Strong earnings were “underpinning the resilience of the market” and encouraging some investors “to turn more optimistic about the outlook for [European] equities,” said analysts at Bank of America.
Agnès Belaisch, chief European strategist at the Barings Investment Institute, said low unemployment rates had made for relatively strong wage growth, “helping firms pass on a large part of cost increases to retail prices, protecting margins and delivering surprisingly resilient earnings reports”.
US markets dominated by glitzy technology stocks have greatly outperformed those in Europe over the past decade but that trend has reversed since September.
Companies such as Airbus and Mercedes-Benz have risen 13 per cent and 12 per cent respectively this year as the manufacturing-heavy Dax has benefited from cooling energy prices and China’s economic reopening.
However, these and other positive catalysts had now “largely played out”, said analysts at Barclays, who flagged China’s “faltering” recovery and tighter credit conditions in the months ahead as key concerns.

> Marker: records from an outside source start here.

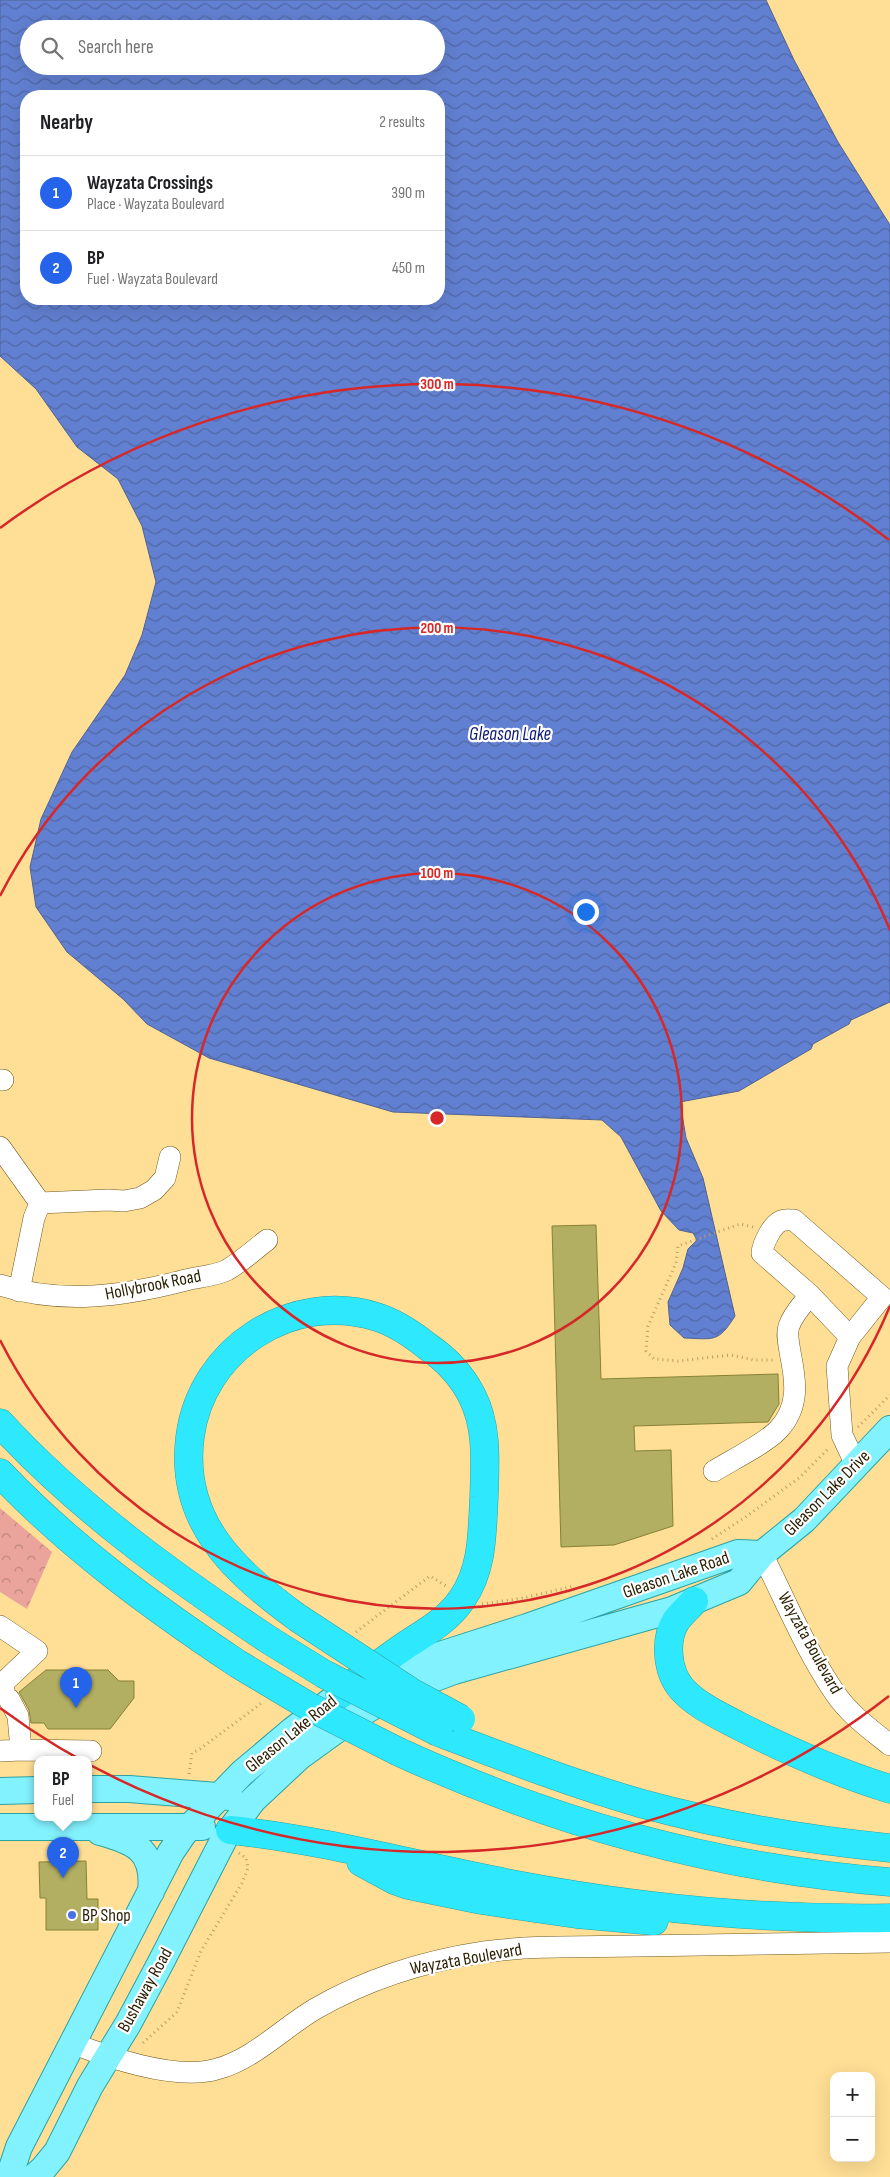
<!DOCTYPE html>
<meta charset="utf-8">
<style>
body{margin:0;font-family:"Sofia Sans Condensed",sans-serif;background:#f6f6f6;color:#202124}
.controls{position:absolute;right:15px;bottom:15px;display:grid;overflow:hidden;border-radius:10px;box-shadow:0 5px 20px #0002}
.controls button{width:45px;height:45px;display:grid;place-items:center;padding:0;border:0;border-bottom:1px solid #e0e0e0;background:#fff;color:#202124;font:25px sans-serif}
.you{position:absolute;left:585px;top:911px;width:18px;height:18px;margin:-12px;border:4px solid #fff;border-radius:50%;background:#1a73e8;box-shadow:0 0 0 8px #1a73e833}
.badge{display:grid;place-items:center;width:32px;height:32px;border-radius:50%;background:#2563eb;color:#fff;font-size:16px;font-weight:700}
.pin{position:absolute;translate:-50% -41px;filter:drop-shadow(0 1px 2px #0008)}
.pin::after{content:'';position:absolute;top:26px;width:18px;height:15px;background:inherit;clip-path:polygon(0 0,100% 0,50% 100%)}
.popup{position:absolute;left:34px;top:1756px;width:58px;height:65px;box-sizing:border-box;display:grid;place-content:center;border-radius:10px;background:#fff;filter:drop-shadow(0 1px 4px #0005);font-size:16px;white-space:nowrap;color:#757577}
.popup b{font-size:19px;color:#202124}
.popup::after{content:'';position:absolute;left:50%;top:100%;margin-left:-10px;border:10px solid transparent;border-top-color:#fff}
.list{margin:0;padding:0;list-style:none}
h2{display:flex;justify-content:space-between;align-items:center;height:65px;margin:0;padding:0 20px;font-size:21px}
h2 small{font-size:16px;font-weight:400;color:#757577}
.list li{display:grid;grid-template-columns:32px 1fr auto;gap:15px;align-items:center;box-sizing:border-box;height:75px;padding:0 20px;border-top:1px solid #e0e0e0}
.list b{display:block;font-size:19px;white-space:nowrap}
.list p{margin:0;font-size:16px;white-space:nowrap;color:#757577}
.list em{font-size:16px;font-style:normal;color:#757577}
.icon{flex:none;width:28px;height:28px;fill:none;stroke:currentColor;stroke-width:2;stroke-linecap:round;stroke-linejoin:round}
.map{position:relative;flex:none;width:890px;height:2177px;overflow:hidden}
.search{position:absolute;background:#fff;box-shadow:0 5px 20px #0002;left:20px;top:20px;width:425px;height:55px;display:flex;align-items:center;gap:12px;box-sizing:border-box;padding:0 18px;border-radius:28px;color:#757577;font-size:19px}
.panel{position:absolute;background:#fff;box-shadow:0 5px 20px #0002;left:20px;top:90px;width:425px;height:215px;border-radius:20px}
.map>svg:first-child{display:block}
.forest{fill:url(#forest-crowns)}
.water{fill:url(#water-waves);stroke:#516392;fill-rule:evenodd}
.building{fill:#b2af63;stroke:#858235}
.lines{fill:none;stroke-linecap:round;stroke-linejoin:round}
.minor-casing{stroke:#705a21;stroke-width:22}
.major-casing{stroke:#2da2a5;stroke-width:28}
.highway-casing{stroke:#2da2a5;stroke-width:29}
.path{stroke:#b99f64;stroke-width:3;stroke-dasharray:1 4;stroke-linecap:butt}
.minor{stroke:#fff;stroke-width:21}
.major{stroke:#82f2fe;stroke-width:26}
.highway{stroke:#2ee9fe;stroke-width:28}
.highway-bridge-casing{stroke:#2da2a5;stroke-width:29;stroke-linecap:butt}
.highway-bridge{stroke:#2ee9fe;stroke-width:28}
.ring{fill:none;stroke:#d62828;stroke-width:2.5}
.poi-dot{fill:#4a70e3;stroke:#fff;stroke-width:2}
.labels{text-anchor:middle;dominant-baseline:central;stroke-width:4.5;stroke-linejoin:round;paint-order:stroke}
.street-label{font-size:18px;fill:#2a1e00;stroke:#fff}
.poi-label{font-size:18px;fill:#2a1e00;stroke:#fff;text-anchor:start}
.water-label{font-size:19px;font-style:italic;fill:#0b1776;stroke:#fff}
.centre{fill:#d62828;stroke:#fff;stroke-width:2.5}
.ring-label{font-size:15px;text-anchor:middle;font-weight:bold;fill:#d62828;stroke:#fff;stroke-width:4.5;stroke-linejoin:round;paint-order:stroke}
</style>
<div class="map">
<svg width="890" height="2177" viewBox="0 0 890 2177">
<defs>
<pattern id="forest-crowns" width="20" height="18" patternUnits="userSpaceOnUse" patternTransform="scale(1.25)"><rect width="20" height="18" fill="#eaa49c"/><path d="M2 6a3 3 0 1 1 6 0M12 15a3 3 0 1 1 6 0" fill="none" stroke="#be857d"/></pattern>
<pattern id="water-waves" width="16" height="10" patternUnits="userSpaceOnUse" patternTransform="scale(1.25)"><rect width="16" height="10" fill="#6280d1"/><path d="M0 5q4-4 8 0t8 0" fill="none" stroke="#5168a7"/></pattern>
</defs>
<rect width="100%" height="100%" fill="#ffdf95"/>
<path class="forest" d="M0 1508 52 1552 27 1609 0 1592Z"/>
<path class="water" d="M0 0H766L794 60 838 142 890 225V1002L851 1020 849 1024 813 1044 811 1049 739 1091 680 1102 686 1138 703 1178 735 1316C718 1343 714 1339 684 1338L670 1325 668 1302 683 1268 688 1249 697 1240 693 1233 679 1230 661 1211 621 1137 602 1120 393 1112 209 1058 147 1024 123 999 67 952 36 907 30 867 41 819 72 752 125 675 142 635 156 582 142 526 118 479 77 447 36 389 0 356ZM29 29H436V66H29ZM26 96H439V299H26Z"/>
<path class="building" d="M596 1225 601 1379 778 1374 779 1404 768 1422 634 1426 635 1451 671 1450 673 1526 614 1545 561 1547 552 1226Z
M46 1670H108L119 1681H134V1698L110 1729H48L44 1723H31L29 1710 19 1692Z
M86 1861 87 1899H98V1930H46V1898H40L39 1862Z"/>
<g class="lines">
<g class="minor-casing">
<path id="minor" d="M0 1080H3
M0 1147 40 1203 108 1200 124 1201 140 1198 154 1190 165 1178 170 1157
M0 1285C62 1305 124 1296 186 1280 198 1277 215 1276 227 1270 241 1262 254 1250 267 1240
M19 1291 34 1218 40 1203
M850 1337 882 1297 794 1220C789 1220 786 1219 781 1221 772 1225 763 1243 762 1253L810 1295 850 1337 837 1366 842 1435 856 1465
M714 1471C730 1461 766 1443 778 1430 800 1407 796 1381 790 1352 789 1344 786 1334 789 1326 793 1314 803 1304 810 1295
M762 1554C785 1599 806 1651 835 1693 849 1714 870 1729 890 1745
M0 1626 37 1651 3 1683 4 1691
M9 1699 18 1716 21 1750
M0 1751 21 1750 91 1751
M72 2043C110 2058 176 2081 217 2069 254 2059 283 2028 315 2009 367 1979 424 1961 484 1952 535 1945 587 1947 638 1946 722 1945 806 1943 890 1942"/>
</g>
<g class="major-casing">
<path id="major" d="M88 1789H129L230 1797
M0 1791 38 1790
M0 1827H202
M100 1832C137 1842 155 1851 151 1892
M9 2177 19 2147 171 1852 184 1833 242 1773 293 1730 339 1695 412 1664 527 1627 738 1553 762 1554
M34 2177 43 2169 57 2152 90 2086 128 2024 160 1964 225 1837 253 1800 299 1757 353 1718 398 1692 454 1671 672 1610 739 1582 762 1554 804 1520 890 1429"/>
</g>
<g class="highway-casing">
<path id="highway" d="M0 1423C78 1508 173 1576 269 1640
M0 1473C70 1547 154 1608 238 1664
M694 1601C688 1608 681 1614 676 1621 664 1640 667 1672 682 1689 696 1705 720 1716 739 1726 788 1751 838 1773 890 1789
M298 1618C235 1572 179 1522 190 1437 201 1349 292 1290 377 1317 396 1323 412 1334 427 1346 446 1359 462 1376 472 1396 488 1427 485 1463 484 1497 482 1533 483 1569 462 1599 448 1620 426 1632 406 1645 383 1661 361 1677 339 1695
M438 1732C506 1758 573 1784 643 1804 724 1826 807 1840 890 1848
M399 1752C554 1823 720 1869 890 1882
M230 1830C327 1840 421 1867 517 1885 638 1908 767 1920 890 1918
M361 1862 394 1880 408 1885 481 1900 576 1914 654 1921"/>
</g>
<path class="path" d="M753 1227 740 1224 678 1246 676 1263 648 1326 646 1351 654 1359 678 1361 731 1355 754 1360H775
M858 1427 890 1395
M712 1539 747 1516 799 1478 829 1448
M482 1604 523 1598 574 1586
M356 1632 430 1576 446 1586
M189 1774 192 1753 200 1749 263 1702
M143 2043 177 2012 201 1951 242 1883 248 1868 246 1858 239 1853"/>
<use href="#minor" class="minor"/>
<use href="#major" class="major"/>
<use href="#highway" class="highway"/>
<g class="highway-bridge-casing">
<path id="highway-bridge" d="M298 1618 411 1692 461 1719
M269 1640 324 1674 438 1732
M238 1664 310 1707 399 1752"/>
</g>
<use href="#highway-bridge" class="highway-bridge"/>
</g>
<g class="ring">
<circle cx="437" cy="1118" r="245"/>
<path d="M890 1306A490 490 0 0 1 0 1340M0 896A490 490 0 0 1 890 930"/>
<path d="M889 1696A734 734 0 0 1 0 1708M0 528A734 734 0 0 1 889 540"/>
</g>
<circle class="poi-dot" cx="72" cy="1915" r="5"/>
<g class="labels">
<g class="street-label">
<text transform="translate(153 1285) rotate(-11)">Hollybrook Road</text>
<text transform="translate(827 1493) rotate(-45)">Gleason Lake Drive</text>
<text transform="translate(676 1575) rotate(-19)">Gleason Lake Road</text>
<text transform="translate(810 1643) rotate(61)">Wayzata Boulevard</text>
<text transform="translate(291 1734) rotate(-39)">Gleason Lake Road</text>
<text transform="translate(466 1959) rotate(-10)">Wayzata Boulevard</text>
<text transform="translate(145 1990) rotate(-61)">Bushaway Road</text>
</g>
<g class="poi-label">
<text x="82" y="1915">BP Shop</text>
</g>
<g class="water-label">
<text x="510" y="734">Gleason Lake</text>
</g>
</g>
<circle cx="437" cy="1118" r="8" class="centre"/>
<g class="ring-label">
<text x="437" y="389">300 m</text>
<text x="437" y="633">200 m</text>
<text x="437" y="878">100 m</text>
</g>
</svg>
<div class="controls">
<button>+</button>
<button>−</button>
</div>
<div class="you"></div>
<div class="pin badge" style="left:76px;top:1708px">1</div>
<div class="pin badge" style="left:63px;top:1878px">2</div>
<div class="popup"><b>BP</b>Fuel</div>
<div class="search"><svg class="icon" aria-label="search" viewBox="0 0 24 24"><circle cx="10" cy="10" r="6"/><path d="M15 15l6 6"/></svg>Search here</div>
<section class="panel">
<h2>Nearby<small>2 results</small></h2>
<ul class="list">
<li><span class="badge">1</span><div><b>Wayzata Crossings</b><p>Place · Wayzata Boulevard</p></div><em>390 m</em></li>
<li><span class="badge">2</span><div><b>BP</b><p>Fuel · Wayzata Boulevard</p></div><em>450 m</em></li>
</ul>
</section>
</div>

“There is certainly not a fantastic, rosy macroeconomic picture emerging [for the Dax], said Carsten Brzeski, an economist at Dutch bank ING. “Certain financial markets are living a life of their own and have become slightly decoupled from the gloomy macroeconomic backdrop, which is in no way supportive of record high stock markets.”
The Dax hit its record-high shortly after the latest Zew indicator — a measure of investor sentiment — in May fell into negative territory for the first time since December, dipping 14.8 points to minus 10.7. Renewed weakness in the survey “points to weaker equity markets ahead”, said European equity analysts at Morgan Stanley.
German industrial production fell 3.4 per cent in March compared with the previous month, the biggest drop for 12 months, according to data released last week by the federal statistical office.
Eurozone inflation increased for the first time in six months to 7 per cent in the year to April despite the ECB’s aggressive monetary tightening campaign. “But we still have negative real interest rates, meaning there are no other alternatives to stocks”, Brzeski said.